曲間のMCではガンダムソングについての言及も。各年代でガンダムソングを担当してきた森口だが、40代の頃、まだオファーが来ていないにもかかわらず「50代でもガンダムのテーマソングを歌う」と口にし、それが安彦良和監督の目に留まり「Ubugoe」へと繋がったエピソードを披露。そんな“言霊”を信じる森口が「60代になってもガンダムのテーマソングを歌います!」、さらに「70代になっても歌います!」と宣言すると、会場中が奇跡の再現を信じる拍手で満たされた。

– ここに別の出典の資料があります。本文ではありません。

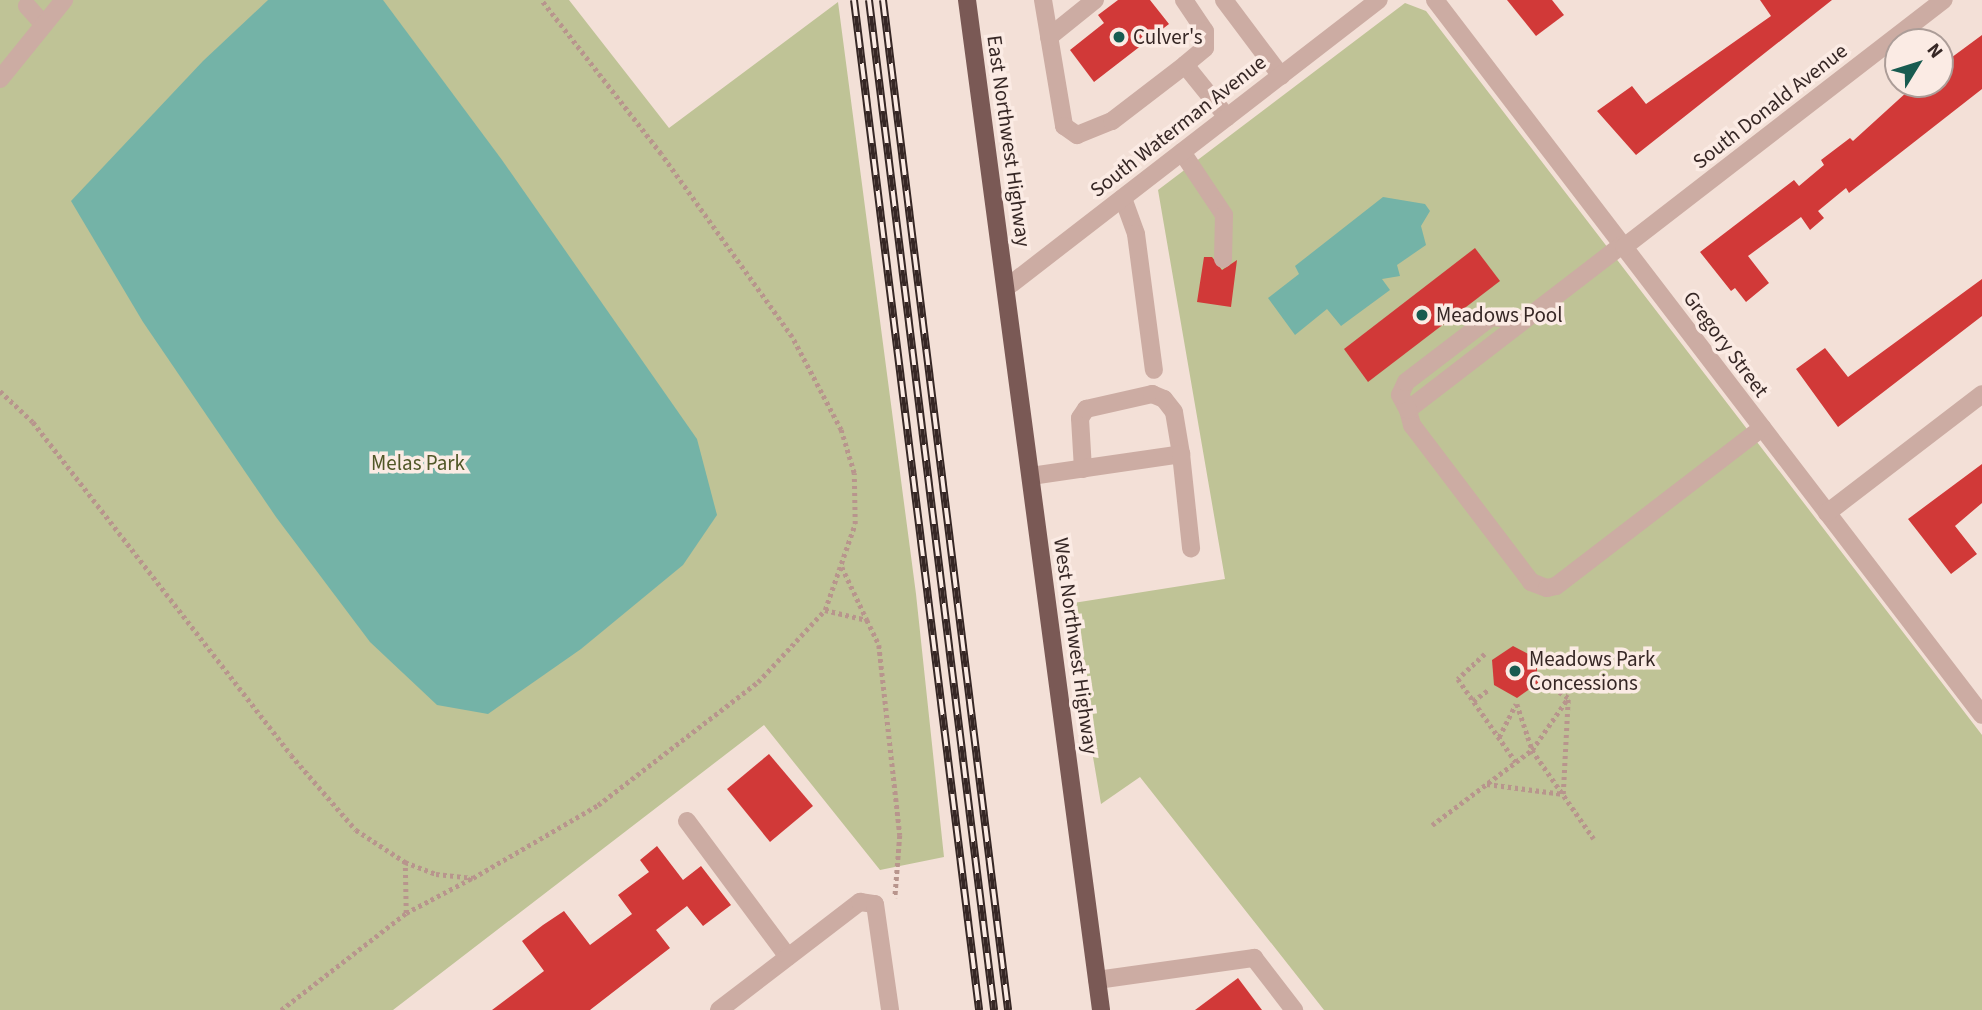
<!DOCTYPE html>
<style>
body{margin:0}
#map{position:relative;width:1982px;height:1010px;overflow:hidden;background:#f3e0d7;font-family:"Source Sans 3",sans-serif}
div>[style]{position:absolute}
.green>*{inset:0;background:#bfc396}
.water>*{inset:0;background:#74b3a7}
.building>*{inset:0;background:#d13938}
.path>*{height:4.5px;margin-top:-2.25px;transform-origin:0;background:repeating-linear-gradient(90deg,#b8958d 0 3.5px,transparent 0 7px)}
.minor>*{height:18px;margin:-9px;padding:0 9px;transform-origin:9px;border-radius:9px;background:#ccaca3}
.major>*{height:18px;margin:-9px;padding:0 9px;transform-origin:9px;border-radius:9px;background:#7a5955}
.rail>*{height:8px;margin-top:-4px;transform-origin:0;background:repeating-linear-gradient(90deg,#fbebe4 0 16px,#362725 0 32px);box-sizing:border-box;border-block:2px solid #362725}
.dots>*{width:19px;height:19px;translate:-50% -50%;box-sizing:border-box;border:4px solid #fbebe4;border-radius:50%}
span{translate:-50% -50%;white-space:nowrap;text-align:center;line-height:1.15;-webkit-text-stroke:7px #fbebe4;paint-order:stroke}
.poi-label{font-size:21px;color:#362725}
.left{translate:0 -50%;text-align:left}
.street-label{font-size:21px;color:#362725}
.park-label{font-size:21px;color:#505727}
.north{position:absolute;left:1884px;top:28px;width:70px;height:70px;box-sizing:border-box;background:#fbebe4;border:2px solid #ac9d98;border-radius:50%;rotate:52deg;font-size:19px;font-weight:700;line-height:28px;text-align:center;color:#362725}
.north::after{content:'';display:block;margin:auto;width:24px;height:32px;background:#185b50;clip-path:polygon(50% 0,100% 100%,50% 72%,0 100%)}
</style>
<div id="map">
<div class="green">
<i style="clip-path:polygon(0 0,569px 0,669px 128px,838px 2px,916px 594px,944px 857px,880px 870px,764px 725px,393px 1010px,0 1010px)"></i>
<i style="clip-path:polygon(1405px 3px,1426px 11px,1982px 735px,1982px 1010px,1324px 1010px,1140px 777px,1101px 804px,1067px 604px,1225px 579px,1158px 190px)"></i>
</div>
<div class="water">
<i style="clip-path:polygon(268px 0,383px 0,502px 160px,697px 439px,717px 515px,683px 565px,581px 649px,488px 714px,437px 705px,370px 642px,276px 517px,143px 322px,71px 201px,203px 61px)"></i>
<i style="clip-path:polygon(1383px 197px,1425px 204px,1430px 211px,1421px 226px,1426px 245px,1397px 265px,1400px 276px,1382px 279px,1390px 290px,1341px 326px,1327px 309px,1295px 335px,1268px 298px,1299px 274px,1295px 266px)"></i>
</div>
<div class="building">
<i style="clip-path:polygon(1118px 0,1150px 0,1169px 24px,1094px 82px,1070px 50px,1104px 23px,1098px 15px)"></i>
<i style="clip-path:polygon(1507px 0,1552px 0,1564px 15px,1536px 36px)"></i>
<i style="clip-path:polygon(1760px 0,1832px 0,1636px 155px,1597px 111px,1632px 86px,1646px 104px,1771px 16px)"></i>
<i style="clip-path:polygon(1982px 35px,1982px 89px,1849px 193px,1846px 188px,1818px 211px,1824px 218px,1810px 230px,1801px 217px,1748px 256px,1769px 283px,1746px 302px,1735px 288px,1731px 291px,1700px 252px,1794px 180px,1799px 186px,1824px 165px,1821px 160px,1850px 138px,1853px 141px,1908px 91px,1913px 97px,1930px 84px,1940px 84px,1940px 66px)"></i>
<i style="clip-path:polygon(1475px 248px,1500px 281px,1368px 382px,1344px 349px)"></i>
<i style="clip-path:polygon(1204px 257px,1212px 257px,1222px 270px,1237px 260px,1231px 307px,1197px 302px)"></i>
<i style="clip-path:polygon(1982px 279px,1982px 316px,1838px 427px,1796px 369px,1825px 348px,1848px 377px)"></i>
<i style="clip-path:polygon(1982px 464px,1982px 503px,1955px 526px,1977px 554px,1951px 574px,1908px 519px)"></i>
<i style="clip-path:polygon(1513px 646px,1536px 658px,1538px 683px,1517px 698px,1494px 685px,1492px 660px)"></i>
<i style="clip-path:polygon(769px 754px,813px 806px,770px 842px,727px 789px)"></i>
<i style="clip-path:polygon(657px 846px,683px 880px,701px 866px,731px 905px,703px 926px,687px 906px,656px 930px,670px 948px,590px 1010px,492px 1010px,544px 971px,522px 941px,543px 925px,564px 911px,590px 945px,632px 914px,618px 895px,649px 872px,640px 860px)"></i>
<i style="clip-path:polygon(1238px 978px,1262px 1010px,1195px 1010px)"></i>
</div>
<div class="path">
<i style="left:0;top:391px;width:45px;rotate:43.2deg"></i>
<i style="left:33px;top:422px;width:421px;rotate:52.2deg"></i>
<i style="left:291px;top:755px;width:99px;rotate:49.1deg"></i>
<i style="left:356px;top:830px;width:59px;rotate:33.1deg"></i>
<i style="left:405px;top:862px;width:33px;rotate:21deg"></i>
<i style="left:436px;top:874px;width:37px;rotate:6deg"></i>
<i style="left:473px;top:878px;width:145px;rotate:-30.3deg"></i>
<i style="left:598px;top:805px;width:202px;rotate:-37.6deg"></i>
<i style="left:758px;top:682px;width:98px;rotate:-47.1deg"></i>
<i style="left:825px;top:610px;width:91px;rotate:-70.8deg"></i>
<i style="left:855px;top:524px;width:51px;rotate:-91.1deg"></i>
<i style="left:854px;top:473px;width:45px;rotate:-106.8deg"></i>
<i style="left:841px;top:430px;width:105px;rotate:-117.8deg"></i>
<i style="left:792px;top:337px;width:225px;rotate:-125.6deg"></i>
<i style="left:661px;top:154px;width:195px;rotate:-127.9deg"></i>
<i style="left:842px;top:567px;width:59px;rotate:64.7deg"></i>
<i style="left:825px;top:610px;width:43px;rotate:13.4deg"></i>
<i style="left:867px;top:620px;width:28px;rotate:64deg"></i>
<i style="left:879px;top:645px;width:191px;rotate:83.7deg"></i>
<i style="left:900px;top:835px;width:63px;rotate:94.5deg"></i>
<i style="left:1485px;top:654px;width:37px;rotate:137deg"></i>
<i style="left:1458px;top:679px;width:101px;rotate:55.1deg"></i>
<i style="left:1473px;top:701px;width:19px;rotate:-36deg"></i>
<i style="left:1517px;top:704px;width:47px;rotate:71.6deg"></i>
<i style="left:1499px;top:737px;width:37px;rotate:-63deg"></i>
<i style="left:1532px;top:750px;width:63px;rotate:-55.3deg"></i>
<i style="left:1568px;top:698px;width:27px;rotate:-147deg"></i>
<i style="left:1487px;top:784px;width:77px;rotate:7.5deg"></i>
<i style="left:1563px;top:794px;width:96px;rotate:-87deg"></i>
<i style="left:1432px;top:825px;width:125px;rotate:-36.9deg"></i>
<i style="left:1532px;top:750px;width:108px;rotate:55.1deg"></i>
<i style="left:406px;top:913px;width:75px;rotate:-27.9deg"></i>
<i style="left:281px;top:1010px;width:158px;rotate:-37.8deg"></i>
<i style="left:406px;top:913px;width:51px;rotate:-91.1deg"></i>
</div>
<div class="minor">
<i style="left:1043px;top:0;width:128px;rotate:80.5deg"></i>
<i style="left:1064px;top:126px;width:16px;rotate:35deg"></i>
<i style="left:1077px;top:135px;width:38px;rotate:-22deg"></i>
<i style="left:1112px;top:121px;width:92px;rotate:-37.5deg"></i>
<i style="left:1185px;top:65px;width:67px;rotate:51.1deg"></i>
<i style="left:1184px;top:0;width:37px;rotate:56deg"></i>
<i style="left:1205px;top:31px;width:17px;rotate:90deg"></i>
<i style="left:1205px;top:48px;width:26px;rotate:140deg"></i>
<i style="left:1224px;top:0;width:95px;rotate:53.1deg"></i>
<i style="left:1435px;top:0;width:900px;rotate:52.58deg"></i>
<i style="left:27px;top:6px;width:25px;rotate:48deg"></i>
<i style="left:1049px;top:37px;width:59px;rotate:-38.8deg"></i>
<i style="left:0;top:79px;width:102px;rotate:-51deg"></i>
<i style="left:1182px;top:152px;width:76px;rotate:56.3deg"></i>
<i style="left:1224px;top:215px;width:44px;rotate:91.3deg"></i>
<i style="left:1123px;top:198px;width:38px;rotate:70deg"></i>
<i style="left:1136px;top:234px;width:137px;rotate:82.5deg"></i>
<i style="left:1622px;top:245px;width:270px;rotate:142.4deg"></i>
<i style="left:1408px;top:410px;width:16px;rotate:75deg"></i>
<i style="left:1412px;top:425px;width:197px;rotate:52.8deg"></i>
<i style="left:1531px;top:582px;width:17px;rotate:21deg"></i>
<i style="left:1547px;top:588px;width:9px;rotate:-13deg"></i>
<i style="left:1556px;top:586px;width:260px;rotate:-37.5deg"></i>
<i style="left:1624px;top:247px;width:404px;rotate:-37.7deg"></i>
<i style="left:1006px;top:288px;width:471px;rotate:-37.7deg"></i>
<i style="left:1408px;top:410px;width:17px;rotate:-118deg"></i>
<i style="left:1400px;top:395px;width:14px;rotate:-65deg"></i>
<i style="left:1406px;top:382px;width:107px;rotate:-37.4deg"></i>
<i style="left:1491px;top:317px;width:31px;rotate:6deg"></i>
<i style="left:1083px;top:469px;width:51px;rotate:-93.4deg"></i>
<i style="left:1080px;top:418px;width:11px;rotate:-56deg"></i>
<i style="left:1086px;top:409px;width:68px;rotate:-12.8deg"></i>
<i style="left:1152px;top:394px;width:13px;rotate:23deg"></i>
<i style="left:1164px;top:399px;width:16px;rotate:52deg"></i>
<i style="left:1174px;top:412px;width:43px;rotate:80.5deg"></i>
<i style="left:1031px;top:476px;width:152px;rotate:-8.3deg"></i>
<i style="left:1181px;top:454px;width:95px;rotate:83.9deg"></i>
<i style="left:1827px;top:513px;width:195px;rotate:-37.5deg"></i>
<i style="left:687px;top:821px;width:169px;rotate:53.4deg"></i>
<i style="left:1097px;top:980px;width:159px;rotate:-8deg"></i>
<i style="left:1254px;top:958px;width:66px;rotate:52.4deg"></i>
<i style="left:719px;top:1010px;width:178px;rotate:-37.5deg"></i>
<i style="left:860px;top:902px;width:15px;rotate:8deg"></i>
<i style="left:875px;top:904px;width:107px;rotate:81.9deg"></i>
</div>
<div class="major">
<i style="left:967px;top:0;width:1019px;rotate:82.44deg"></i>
</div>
<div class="rail">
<i style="left:854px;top:0;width:1018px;rotate:82.94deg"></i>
<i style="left:869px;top:0;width:1018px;rotate:82.94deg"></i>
<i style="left:883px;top:0;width:1018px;rotate:82.94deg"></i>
</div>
<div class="dots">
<i style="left:1119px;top:37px;background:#185b50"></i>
<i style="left:1422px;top:315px;background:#185b50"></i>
<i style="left:1515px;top:671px;background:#185b50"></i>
</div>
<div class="poi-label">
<span class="left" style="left:1133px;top:37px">Culver's</span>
<span class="left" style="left:1436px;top:315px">Meadows Pool</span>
<span class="left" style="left:1529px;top:671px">Meadows Park<br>Concessions</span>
</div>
<div class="street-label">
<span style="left:1770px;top:106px;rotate:-38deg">South Donald Avenue</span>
<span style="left:1178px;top:126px;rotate:-38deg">South Waterman Avenue</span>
<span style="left:1009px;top:141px;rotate:82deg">East Northwest Highway</span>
<span style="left:1726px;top:344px;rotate:53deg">Gregory Street</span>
<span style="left:1076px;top:646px;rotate:82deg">West Northwest Highway</span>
</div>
<div class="park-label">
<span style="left:418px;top:463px">Melas Park</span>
</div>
<div class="north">N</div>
</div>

ここでステージは、かつての大人気音楽番組を模した「ザ・ベストテン」のコーナーへ。「当時出演できなかった夢を叶える」というコンセプトで、昭和の名曲をランキング形式で紹介していく。久保田早紀の『異邦人』、ジュディ・オングの『魅せられて』、渡辺真知子の『かもめが翔んだ日』という珠玉の3曲を、番組の司会者だった黒柳徹子のモノマネでユーモラスなMCを交えながら熱唱。中央線の車窓から見た風景が『異邦人』の原点だった話、「ジュディ・オング式やけどしない蒸しタオル」の作り方、渡辺真知子の差し入れが「アルパカのマシュマロ」だったエピソードなど、愛ある小ネタを連発する一方で抜群の歌唱力で名曲を表現する姿は、エンターテイナーとしての卓越したセンスが融合した、まさに森口博子の真骨頂と言える時間だった。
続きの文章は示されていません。